花吹雪も、緑を焦げつかせるような陽光も、地を覆い尽くすほどの色あざやかな落葉も過ぎ、今や世界は白一色だ。はあっと小黑がこぼす吐息すら白い。
「人間って変なの。寒いんだから冬は家の中でじっとしてればいいのにさ、冬眠もしないなんて」
「寒いのか? 小黑」
「ぜんっぜん!」
无限は小黑の矛盾を嗜めなかった。ただ微笑み、淹れたての青茶で満ちた茶杯を小黑へ持たせてくれる。立ちのぼる香気はこの銀世界においてあまりに儚い。
こぢんまりした邸の廊子にふたりで身を寄せあって眺める庭は、猫の姿の小黑ならひと呼吸で駆け抜けられる狭さだ。どっさり積もった雪から庭石の先端がちょこちょこ飛び出している。

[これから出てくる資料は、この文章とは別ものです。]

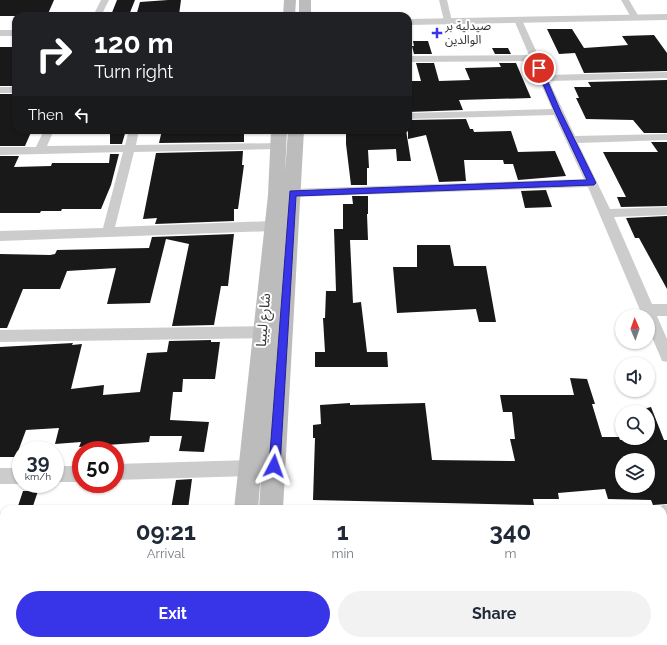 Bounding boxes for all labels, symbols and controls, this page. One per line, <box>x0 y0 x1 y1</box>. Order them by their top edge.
place label: صيدلية بر الوالدين <box>444 19 491 47</box>
text: 120 m <box>94 27 174 60</box>
icon: right <box>28 28 80 80</box>
marker: صيدلية بر الوالدين <box>432 28 442 38</box>
pin <box>522 51 556 85</box>
icon: arrive <box>528 57 550 79</box>
text: Turn right <box>94 61 173 82</box>
icon: left <box>71 104 93 126</box>
text: Then <box>28 106 63 124</box>
street label: شارع ليبيا <box>253 292 276 348</box>
north arrow <box>615 309 655 349</box>
map controls <box>615 309 655 493</box>
button: sound <box>615 357 655 397</box>
button: search <box>615 405 655 445</box>
speed limit sign: 50 <box>72 441 124 493</box>
position arrow <box>253 445 295 487</box>
text: 39 <box>27 450 49 474</box>
button: layers <box>615 453 655 493</box>
text: km/h <box>25 471 51 482</box>
text: 09:21 <box>136 517 196 546</box>
text: 1 <box>337 517 349 546</box>
text: 340 <box>490 517 531 546</box>
text: Arrival <box>147 546 185 561</box>
text: min <box>331 546 354 561</box>
text: m <box>504 546 516 561</box>
button: Exit <box>16 591 330 637</box>
button: Share <box>338 591 651 637</box> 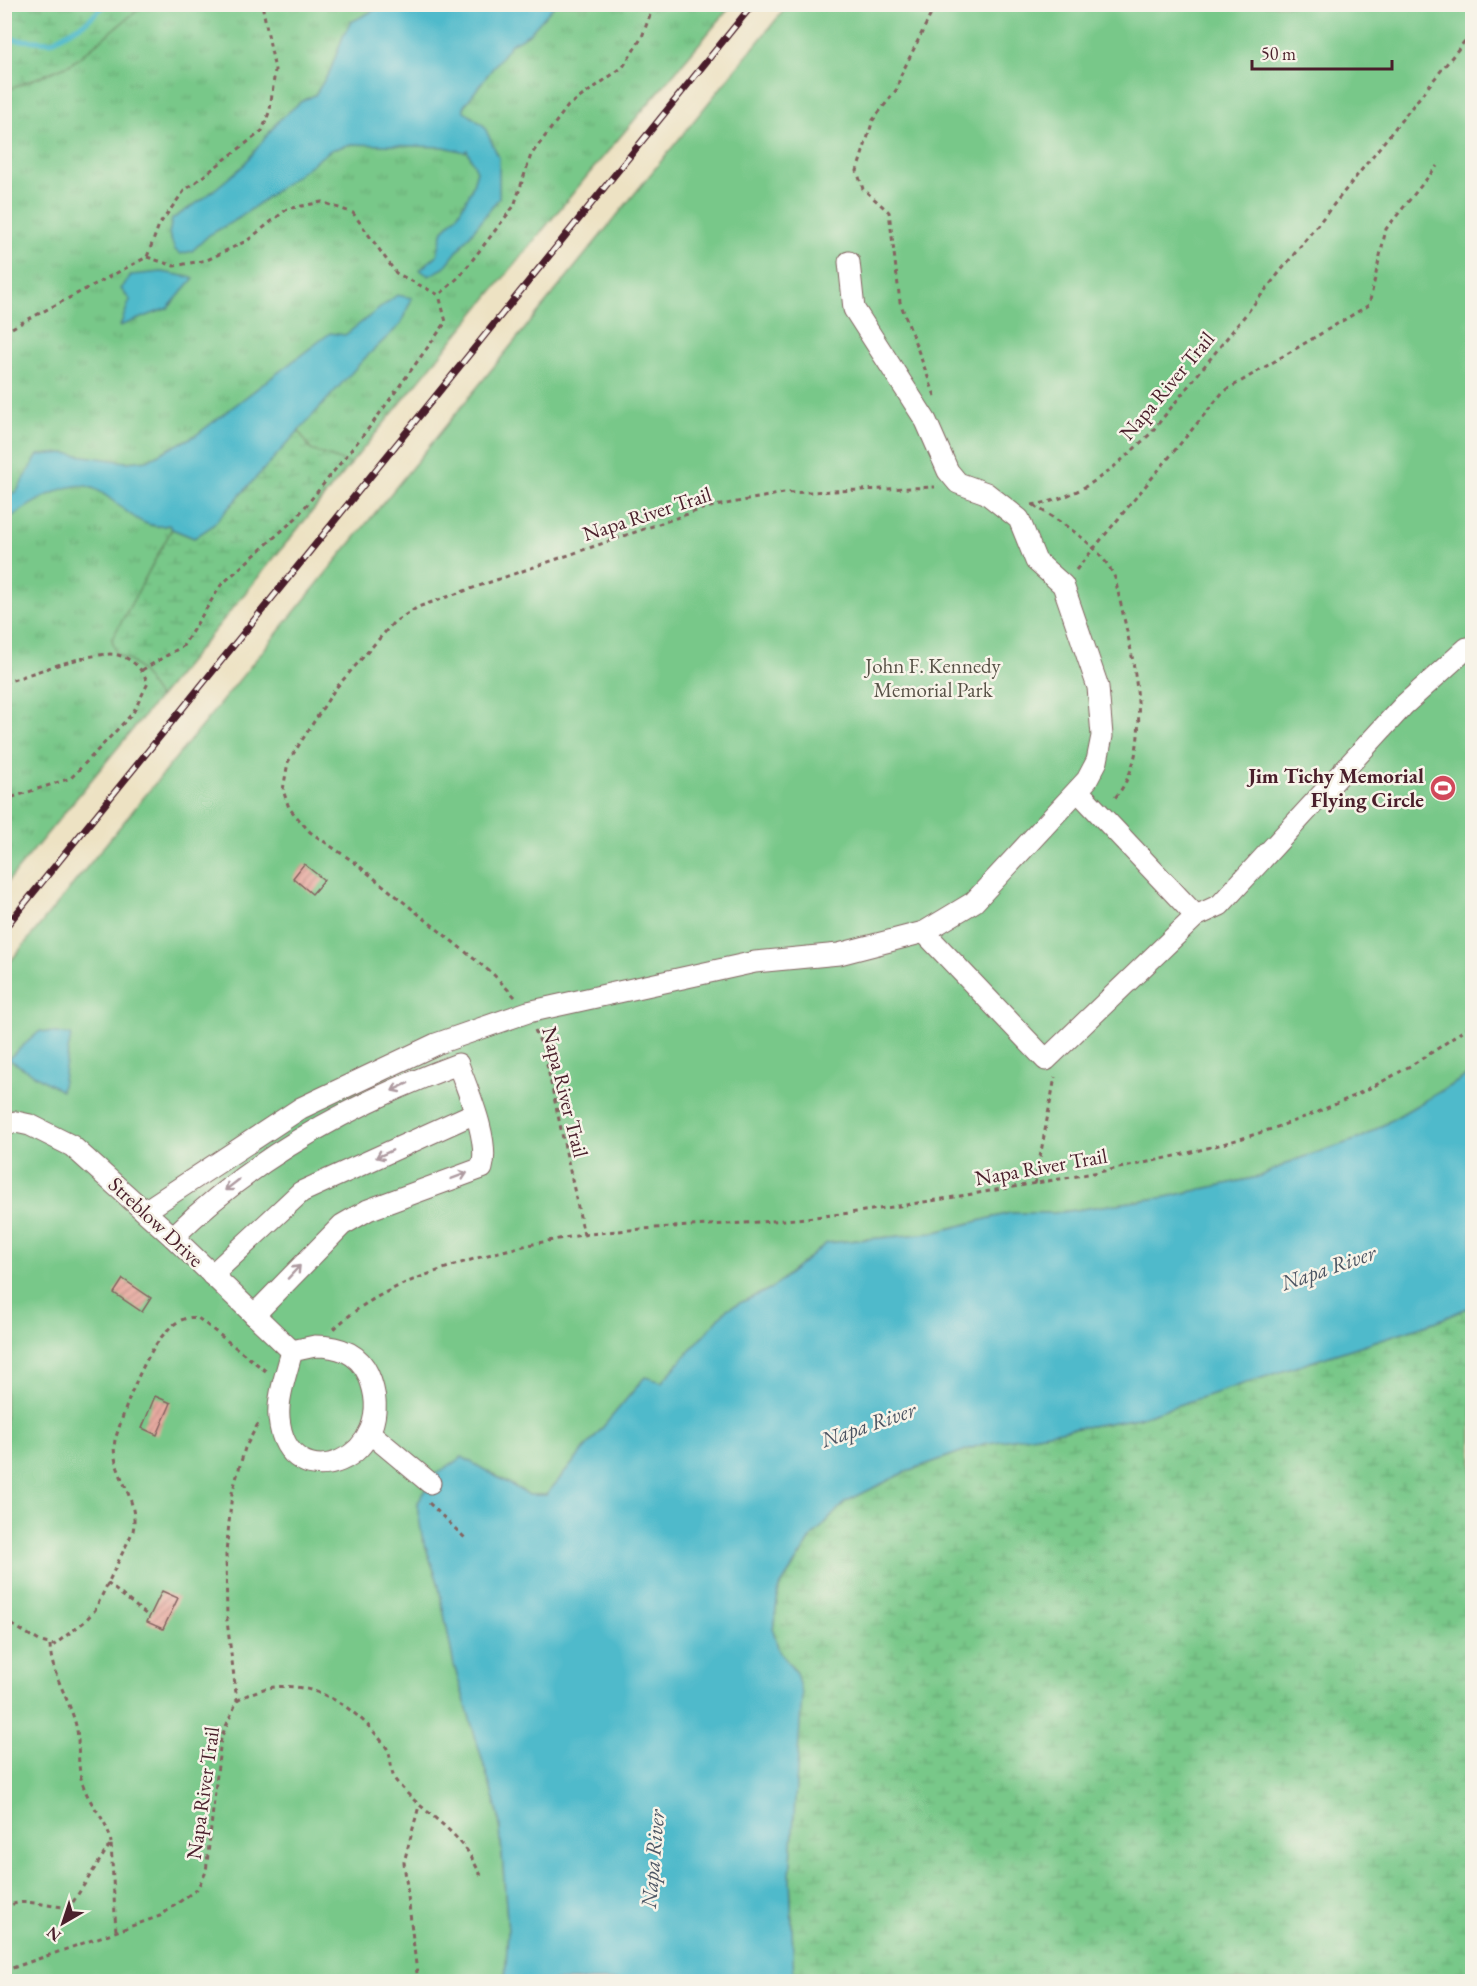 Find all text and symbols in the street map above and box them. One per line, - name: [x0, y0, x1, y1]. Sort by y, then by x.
- scale bar: [1252, 33, 1392, 71]
- text: 50 m: [1261, 42, 1296, 65]
- street label: Napa River Trail: [1113, 326, 1220, 446]
- street label: Napa River Trail: [579, 480, 715, 547]
- park label: John F. Kennedy Memorial Park: [863, 652, 1002, 703]
- place label: Jim Tichy Memorial Flying Circle: [1246, 762, 1424, 813]
- sports icon: Jim Tichy Memorial Flying Circle: [1428, 773, 1458, 803]
- street label: Napa River Trail: [536, 1024, 595, 1160]
- one-way arrow: [392, 1082, 410, 1094]
- street label: Napa River Trail: [973, 1142, 1109, 1191]
- one-way arrow: [375, 1149, 393, 1161]
- one-way arrow: [450, 1170, 468, 1181]
- street label: Streblow Drive: [103, 1171, 210, 1273]
- one-way arrow: [224, 1178, 240, 1191]
- water label: Napa River: [1276, 1237, 1381, 1298]
- one-way arrow: [287, 1265, 301, 1280]
- water label: Napa River: [816, 1394, 921, 1455]
- street label: Napa River Trail: [180, 1725, 225, 1861]
- water label: Napa River: [634, 1807, 671, 1911]
- north arrow: [33, 1893, 93, 1953]
- text: N: [42, 1922, 66, 1947] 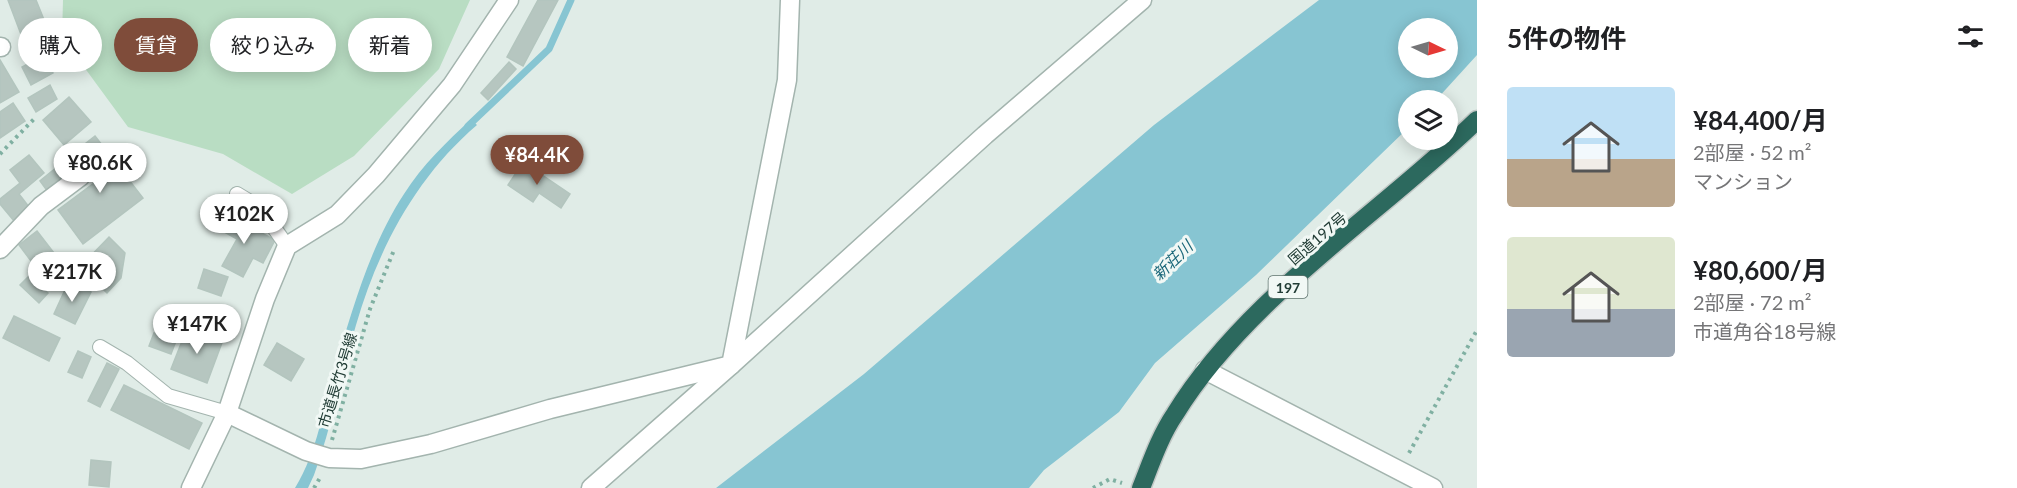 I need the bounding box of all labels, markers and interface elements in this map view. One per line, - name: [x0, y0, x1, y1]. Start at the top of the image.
- chip: 購入: [18, 18, 102, 72]
- chip: 賃貸: [114, 18, 198, 72]
- chip: 絞り込み: [210, 18, 336, 72]
- chip: 新着: [348, 18, 432, 72]
- north arrow: [1398, 18, 1458, 78]
- map controls: [1398, 18, 1458, 150]
- icon: filters: [1954, 20, 1987, 53]
- text: 5件の物件: [1507, 22, 1626, 54]
- button: layers: [1398, 90, 1458, 150]
- text: ¥84,400/月: [1693, 104, 1828, 136]
- icon: home: [1555, 111, 1627, 183]
- pin: ¥84.4K: [488, 135, 586, 186]
- text: 2部屋 · 52 m²: [1693, 140, 1812, 164]
- text: ¥84.4K: [505, 142, 569, 166]
- pin: ¥80.6K: [51, 143, 149, 194]
- text: ¥80.6K: [68, 150, 132, 174]
- text: マンション: [1693, 169, 1793, 193]
- pin: ¥102K: [202, 194, 286, 245]
- text: ¥102K: [214, 201, 274, 225]
- street label: 国道197号: [1284, 208, 1350, 268]
- water label: 新荘川: [1148, 235, 1197, 284]
- pin: ¥217K: [30, 252, 114, 303]
- text: ¥80,600/月: [1693, 254, 1828, 286]
- text: ¥217K: [42, 259, 102, 283]
- icon: home: [1555, 261, 1627, 333]
- road number: 197: [1268, 276, 1308, 298]
- text: 2部屋 · 72 m²: [1693, 290, 1812, 314]
- pin: ¥147K: [155, 304, 239, 355]
- text: ¥147K: [167, 311, 227, 335]
- text: 市道角谷18号線: [1693, 319, 1836, 343]
- street label: 市道長竹3号線: [314, 330, 360, 430]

无限の横で、温かい茶を飲みながら眺めていると、こんな面白みのない光景でも小黑はちっとも気にならなかった。
「師父、お茶はまあまあなのにね」
小黑の言葉に半目になって横を向く師がこしらえる料理ときたら、とにかくひどいのだ。とてもじゃないがかなり気合いを入れないと完食できない。繰り返すが、とにかく、ひどいのだ。
まだ師弟の契りも交わさずにただ妖精館を目指していたころ、どうして下手なのに料理したがるのだと訊いたことがある。无限はちょっと不満げな顔をして、それでも当然のように言ったのだ。
「子どもは何よりもまず、食べて大きくなるものだ」
それ以来小黑は、无限の作った料理を食べる前に必ず気合いを入れて臨むようにしている。
まずいものはまずいので最初の一口を吐く癖はなかなか直らないが、どうせそれは无限も同じだ。叱られたりはしない。
「あーあ。早くまた師父と野宿したいな。師父のまっずい串焼き食べて、毛布にくるまって地面で寝るんだ」
こんな雪の中にいると僅か数ヶ月前が嘘のように思えてくる。草の香りのなか、空を指し示す无限の指を追いかけて星を結ぶことも、眠るまでの短い時間ぽつぽつ交わすお喋りも、冬のあいだはお預けだ。
「……旅が好きだったのか?」
「ううん」
旅自体は好きでも嫌いでもない。小黑はそもそも、自分の居場所がありさえすればずっとそこで過ごしていたいたちだ。
はやばやとぬるくなりつつある茶を啜り、廊子から庭へ向けて足をぶらぶらやりながら、小黑はなるべく无限を見ないように顔の向きを調節する。
「旅は別に、普通。でも師父がぼくの知らないことたくさん教えてくれるから……」
旅する土地ごとに必ず新たな発見がある。小黑が連発するなんでどうしてを、无限はひとつも取りこぼさず一緒に歩いてくれた。
小黑の居場所は无限だ。
无限さえ傍にいてくれるなら小黑は別に屋根のある家もぴんと張ったシーツのかかったベッドもいらない。
どこへ行っても一緒なら大丈夫だという安心を、无限はくれる。その居心地のよさをどこより強く感じるのが地面の上で眠る夜なのだ。
「……そうか」
わっしわっしと小黑の髪を掻き混ぜる手は大きい。優しい声を白い吐息とともにこぼした口元は、きっとほんのり笑っている。
「茶を飲んだら散歩に行こう。小黑」
離れていく手の向こうから現れた无限の顔は、やはり穏やかだった。
「散歩? こんなに雪が積もってるのに?」
「そう。雪原を歩くのにも技術がいる」
知らない。目をまるくして无限を仰ぐ。
「凍りついて水晶のようになる森がある。冬だけ、雲が滝のように流れ落ちていく山がある」
知らない。无限は目を細めて微笑んでいる。
「冬に咲く花の名を、小黑はいくつ知っている?」
「ぜんっぜん知らない!」
「では探しに行こう」
うん、と頷いて茶杯を傾けた。自分自身を待ちきれずに足がぱたぱた跳ねるのを、笑顔の无限に見守られている。
春も、夏も、秋も、小黑はたくさんのことを无限から教わった。
この冬だって、きっと物足りなさを感じる暇がないくらい楽しいことが、小黑たちに見つけ出されるのを待っているのだ。